At a first glance, there might not seem much to see and do in Skopje, but as you start exploring you will find plenty to occupy tour time with. From culture and museums, to art, shopping and entertainment.Not forgetting the Old Bazaar located within walking from the centre.The main attractions in the city are: Macedonia Square,is the main square of Skopje.It is located in the central part of the city, and it crosses the Vardar River. Museum of the Macedonian Struggle for Sovereignty and Independence - Museum of VMRO, is a museum of the Victims of the Communist Regime. The Stone Bridge, which connects the old and the new part of the city, it's of importance as it was destroyed several times over history. It's a symbol of the unification of the city and independence of Macedonia.The Millennium Cross, located on the top of Vodno Mountain. Good views are obseved from here to the city and the sorroundings. To get there you need to go by bus from the Bus Station (next to the main international bus station) and take a bus with dicrection to Millennium Cross, which leaves every 30min from 8.30 to 15h. Once you get to the the top there is a cable car which takes you to the cross. Be aware the last cable car goes down at 16h and soon after the bus back to the city.Museum of the City of Skopje, Founded in 1949, it is located in a former railway station that was partly destroyed in the 1963 earthquake. The Macedonian Orthodox Church. Porta Macedonia is a triumphal arch located on Pella Square in Skopje, completed in January 2012.

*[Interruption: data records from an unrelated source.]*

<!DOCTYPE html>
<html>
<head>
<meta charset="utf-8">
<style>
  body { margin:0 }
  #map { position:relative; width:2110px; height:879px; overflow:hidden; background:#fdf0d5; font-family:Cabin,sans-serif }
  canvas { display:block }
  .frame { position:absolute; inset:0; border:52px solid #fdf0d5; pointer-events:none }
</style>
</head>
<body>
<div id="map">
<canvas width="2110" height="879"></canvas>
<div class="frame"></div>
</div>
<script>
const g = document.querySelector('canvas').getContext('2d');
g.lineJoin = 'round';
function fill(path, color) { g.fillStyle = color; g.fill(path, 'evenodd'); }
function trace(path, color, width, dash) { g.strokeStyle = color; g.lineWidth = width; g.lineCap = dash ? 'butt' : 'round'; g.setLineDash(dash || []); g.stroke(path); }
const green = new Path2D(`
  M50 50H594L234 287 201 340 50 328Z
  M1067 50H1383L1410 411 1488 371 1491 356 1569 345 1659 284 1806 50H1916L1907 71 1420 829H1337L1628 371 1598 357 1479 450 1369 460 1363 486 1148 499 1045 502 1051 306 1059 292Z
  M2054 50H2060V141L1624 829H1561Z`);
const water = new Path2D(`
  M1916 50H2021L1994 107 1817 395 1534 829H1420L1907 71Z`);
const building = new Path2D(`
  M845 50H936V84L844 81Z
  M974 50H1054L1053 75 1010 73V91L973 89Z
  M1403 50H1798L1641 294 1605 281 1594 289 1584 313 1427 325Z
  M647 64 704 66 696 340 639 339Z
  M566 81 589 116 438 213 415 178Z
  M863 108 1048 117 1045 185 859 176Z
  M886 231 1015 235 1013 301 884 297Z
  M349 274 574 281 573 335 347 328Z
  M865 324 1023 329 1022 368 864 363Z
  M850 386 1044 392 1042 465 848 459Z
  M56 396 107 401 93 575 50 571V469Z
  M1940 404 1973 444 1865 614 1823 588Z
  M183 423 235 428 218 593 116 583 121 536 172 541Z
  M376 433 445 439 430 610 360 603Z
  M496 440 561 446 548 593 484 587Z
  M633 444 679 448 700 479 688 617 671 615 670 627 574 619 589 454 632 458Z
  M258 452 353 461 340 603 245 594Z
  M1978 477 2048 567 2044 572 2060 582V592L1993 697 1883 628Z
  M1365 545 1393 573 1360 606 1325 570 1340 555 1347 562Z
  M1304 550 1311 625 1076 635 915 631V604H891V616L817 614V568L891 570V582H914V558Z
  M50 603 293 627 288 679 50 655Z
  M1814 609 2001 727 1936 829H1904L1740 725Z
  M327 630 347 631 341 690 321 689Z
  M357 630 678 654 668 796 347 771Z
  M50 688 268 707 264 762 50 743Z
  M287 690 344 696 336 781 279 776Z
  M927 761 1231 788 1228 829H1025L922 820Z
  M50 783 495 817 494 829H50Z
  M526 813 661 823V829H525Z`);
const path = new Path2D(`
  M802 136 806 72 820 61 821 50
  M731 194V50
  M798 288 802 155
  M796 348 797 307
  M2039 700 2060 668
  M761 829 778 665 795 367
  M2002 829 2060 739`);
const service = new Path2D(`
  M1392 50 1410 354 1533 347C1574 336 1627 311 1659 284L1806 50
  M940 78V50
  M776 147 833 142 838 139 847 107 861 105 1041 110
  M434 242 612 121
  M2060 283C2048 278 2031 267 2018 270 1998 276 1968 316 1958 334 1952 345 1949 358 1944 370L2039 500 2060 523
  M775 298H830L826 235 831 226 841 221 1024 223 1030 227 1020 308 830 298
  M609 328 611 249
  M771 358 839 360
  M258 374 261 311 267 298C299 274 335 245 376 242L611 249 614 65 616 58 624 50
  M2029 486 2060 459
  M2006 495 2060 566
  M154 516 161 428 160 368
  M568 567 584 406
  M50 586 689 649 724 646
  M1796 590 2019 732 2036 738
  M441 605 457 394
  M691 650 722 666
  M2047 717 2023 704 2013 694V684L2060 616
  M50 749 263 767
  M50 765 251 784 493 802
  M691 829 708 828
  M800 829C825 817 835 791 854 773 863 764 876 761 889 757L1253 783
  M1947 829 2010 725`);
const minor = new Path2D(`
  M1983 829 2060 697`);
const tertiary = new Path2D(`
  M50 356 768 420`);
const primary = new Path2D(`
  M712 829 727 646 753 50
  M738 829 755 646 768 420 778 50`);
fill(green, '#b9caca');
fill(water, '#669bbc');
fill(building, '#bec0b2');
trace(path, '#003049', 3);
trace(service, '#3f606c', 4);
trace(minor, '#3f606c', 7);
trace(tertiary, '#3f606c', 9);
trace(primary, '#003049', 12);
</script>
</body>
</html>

The best idea for shopping and spending a nice afternoon is to go to the The Old Bazaar, situated on the eastern bank of the Vardar River, stretching from the Stone Bridge to the Bit-Pazar and from the Skopje Fortress to the Serava river.You will all kind of curious shops, souvenirs and cafes.Nearby you will find points of interest like the Mustafa Pasha Mosque and the Tvrdina Kale Fortress, easy to reach, offering great views over the city and river. Inside the ruins, there are two mini museum. Also near by the Museum of Macedonia is a national institution and one of the oldest museums in the country.
In Skopje it's not a problem to find reasonable.Hotels, apartments and also Airbnb. Prices are more competitive, due to the low currency. However quality is not as good as other European countries, therefore it's important to compare and look at reviews online. A 3 star hotel in Macedonia could be a 1 star in Europe. You can find Hotels for £20 per night in the city centre area.
Staying closer to the city centre is also recommended , as transportation can be difficult to understand at the beginning.
TIP: Skopje is safe, however always lock your luggage after leaving. On the street don't expose valuables nor over dress. Do not look as a tourist, try to dress in darker clothes and don't wear any excessive jewellery.
Essentially the city centre and it's surroundings can be seen in one day. However if you prefer to learn a bit more about the culture, visit museums and walk around then 3 nights would be ideal. As part of travelling through Macedonia many people make it a transit stop, so connecting to other capitals might be a good idea, and stay in Skopje a couple of nights.